EXERCISE DIRECTIONS: Whichever lines of the material contain "read", copy each of them.
:: INFORMATION SUPPLIED ::
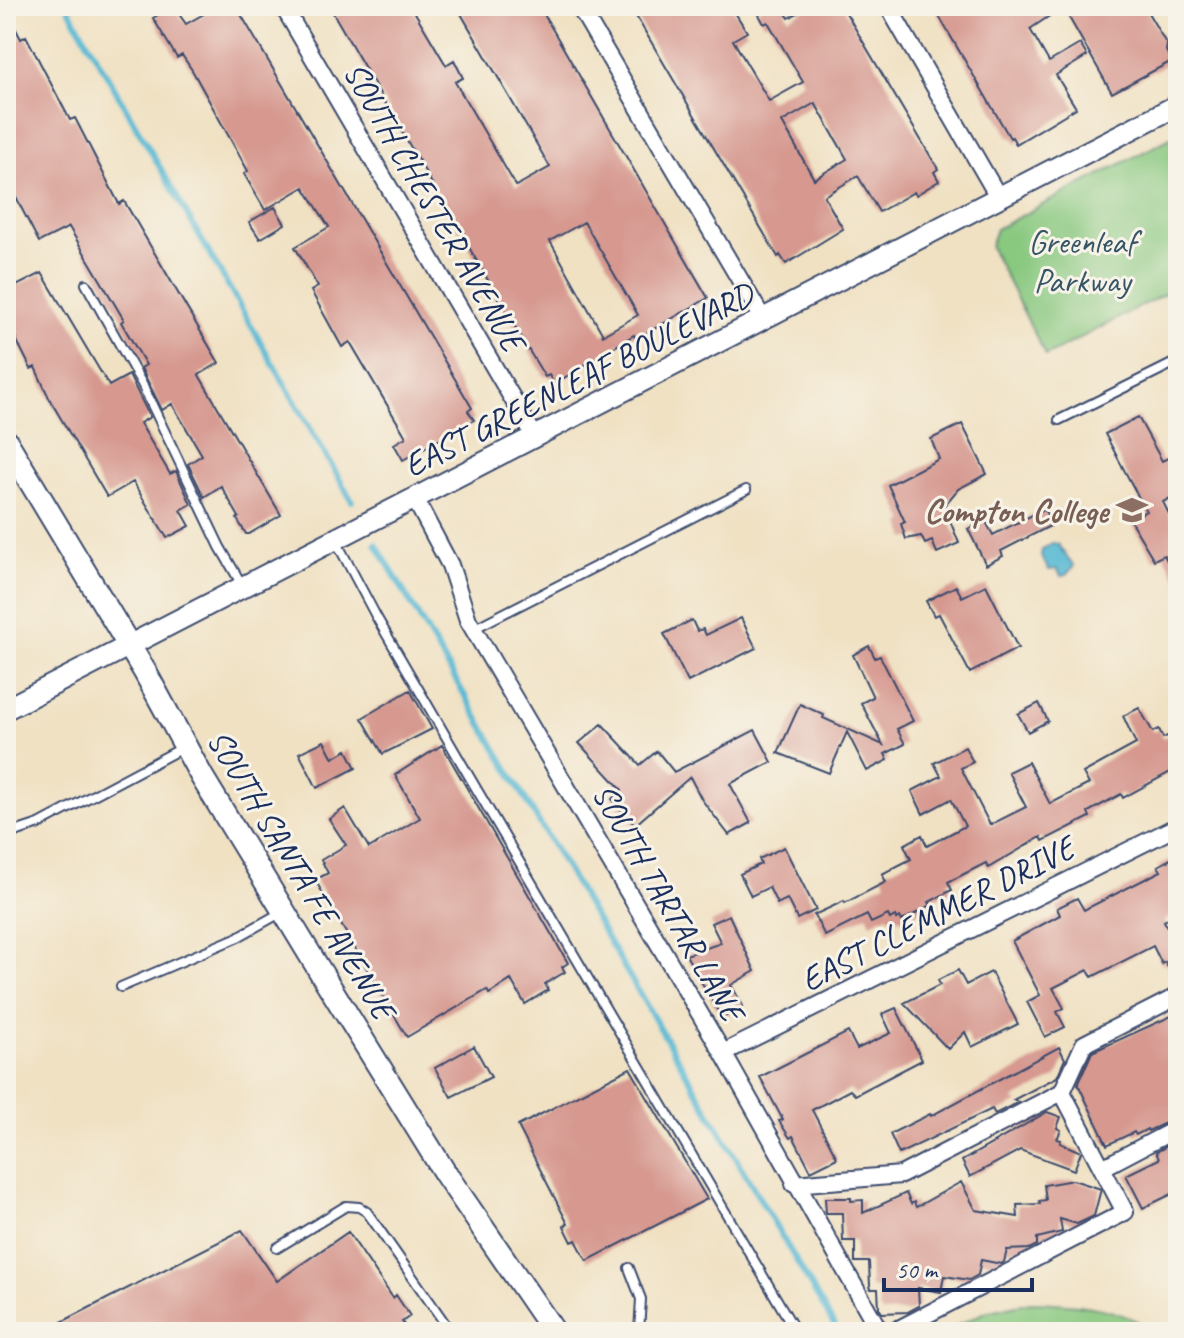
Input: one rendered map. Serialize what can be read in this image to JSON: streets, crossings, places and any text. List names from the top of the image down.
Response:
{
  "streets": {
    "main road": ["SOUTH SANTA FE AVENUE"],
    "street": [
      "SOUTH CHESTER AVENUE",
      "EAST GREENLEAF BOULEVARD",
      "SOUTH TARTAR LANE",
      "EAST CLEMMER DRIVE"
    ]
  },
  "crossings": [
    ["SOUTH CHESTER AVENUE", "EAST GREENLEAF BOULEVARD"],
    ["EAST GREENLEAF BOULEVARD", "SOUTH SANTA FE AVENUE"],
    ["EAST GREENLEAF BOULEVARD", "SOUTH TARTAR LANE"],
    ["SOUTH TARTAR LANE", "EAST CLEMMER DRIVE"]
  ],
  "parks": ["Greenleaf Parkway"],
  "places": {
    "school or university": ["Compton College"]
  },
  "scale_bar": "50 m"
}
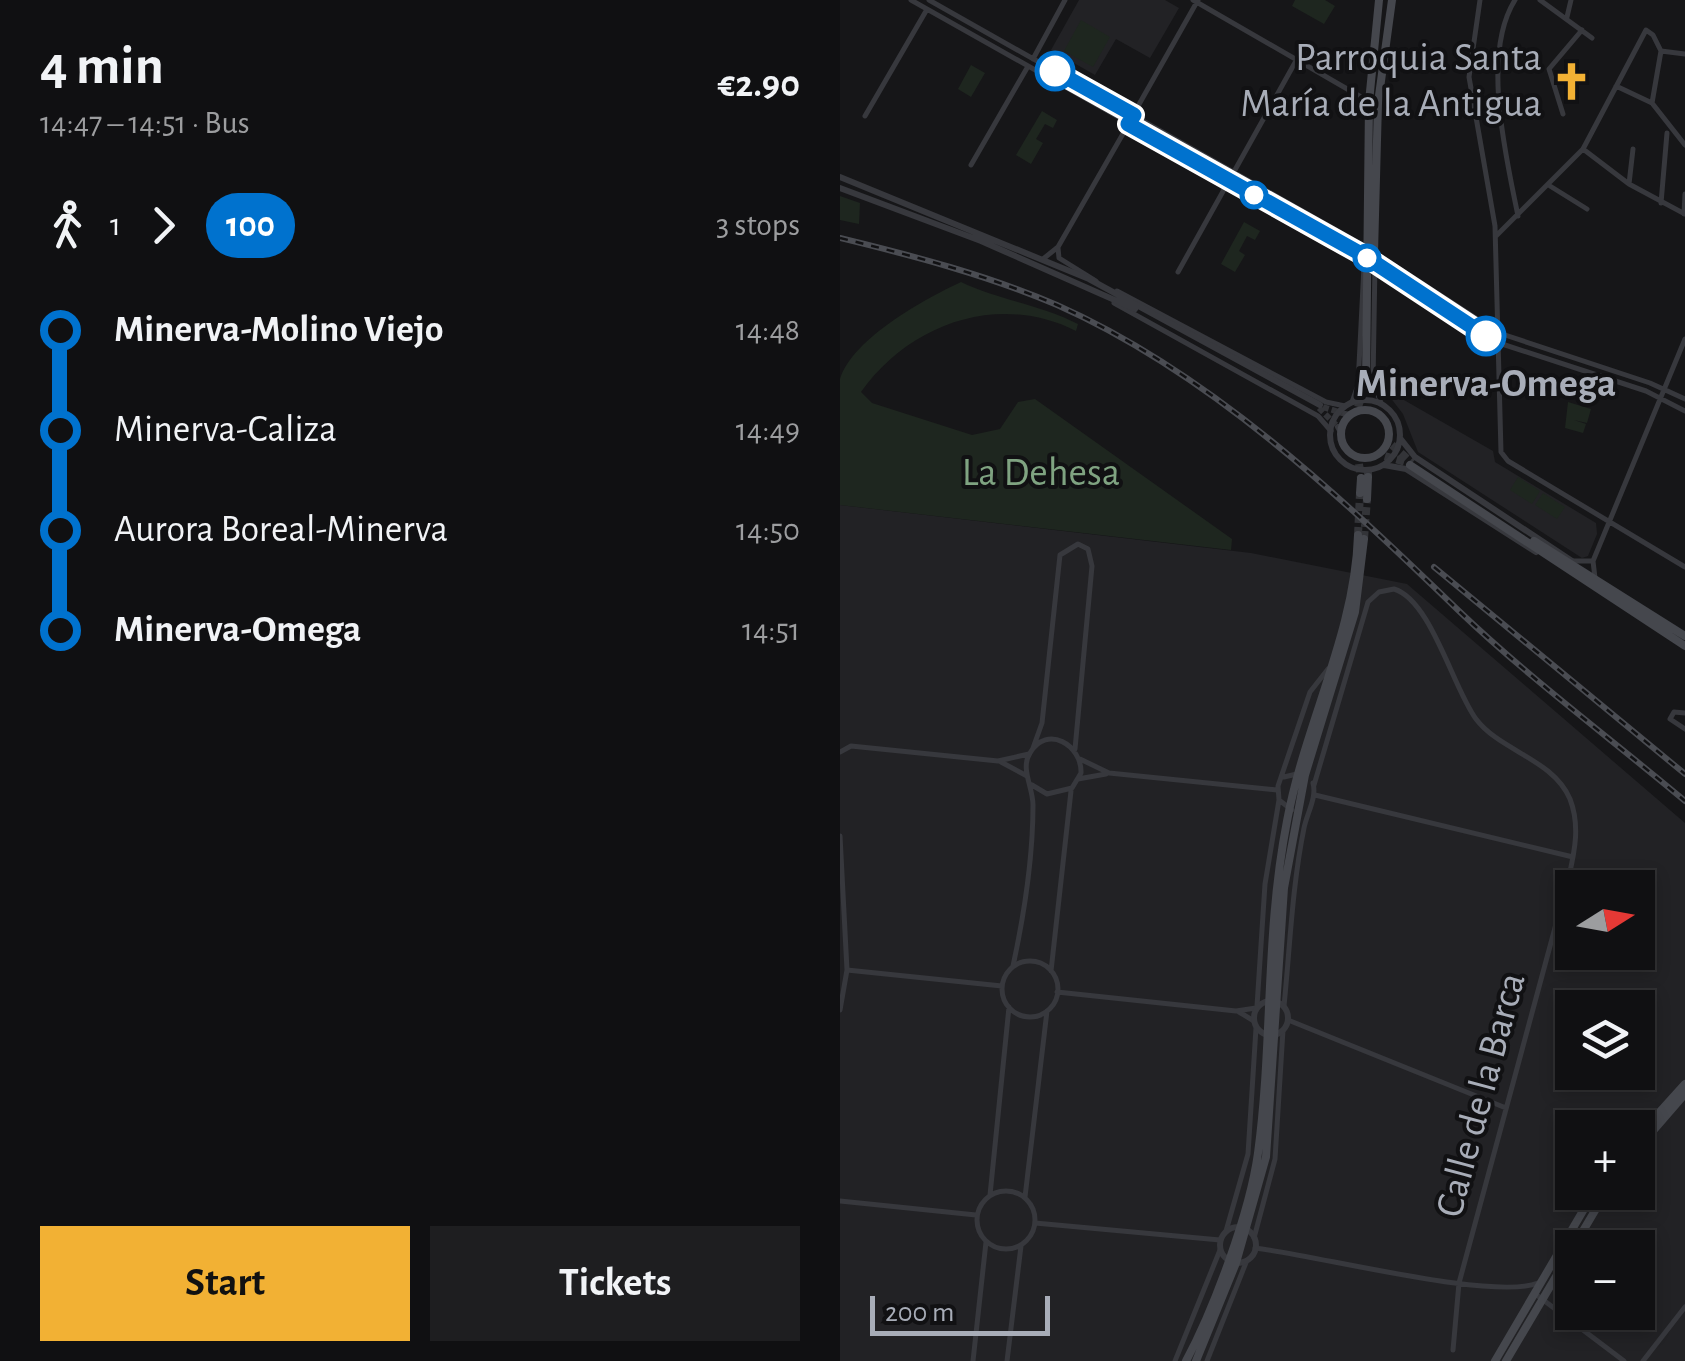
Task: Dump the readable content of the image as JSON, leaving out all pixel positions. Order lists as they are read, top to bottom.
:::
ANSWER SECTION:
Input: one rendered map. Serialize what can be read in this image to JSON: streets, crossings, places and any text. List names from the top of the image down.
Task: Dump the readable content of the image as JSON, leaving out all pixel positions. Order lists as they are read, top to bottom.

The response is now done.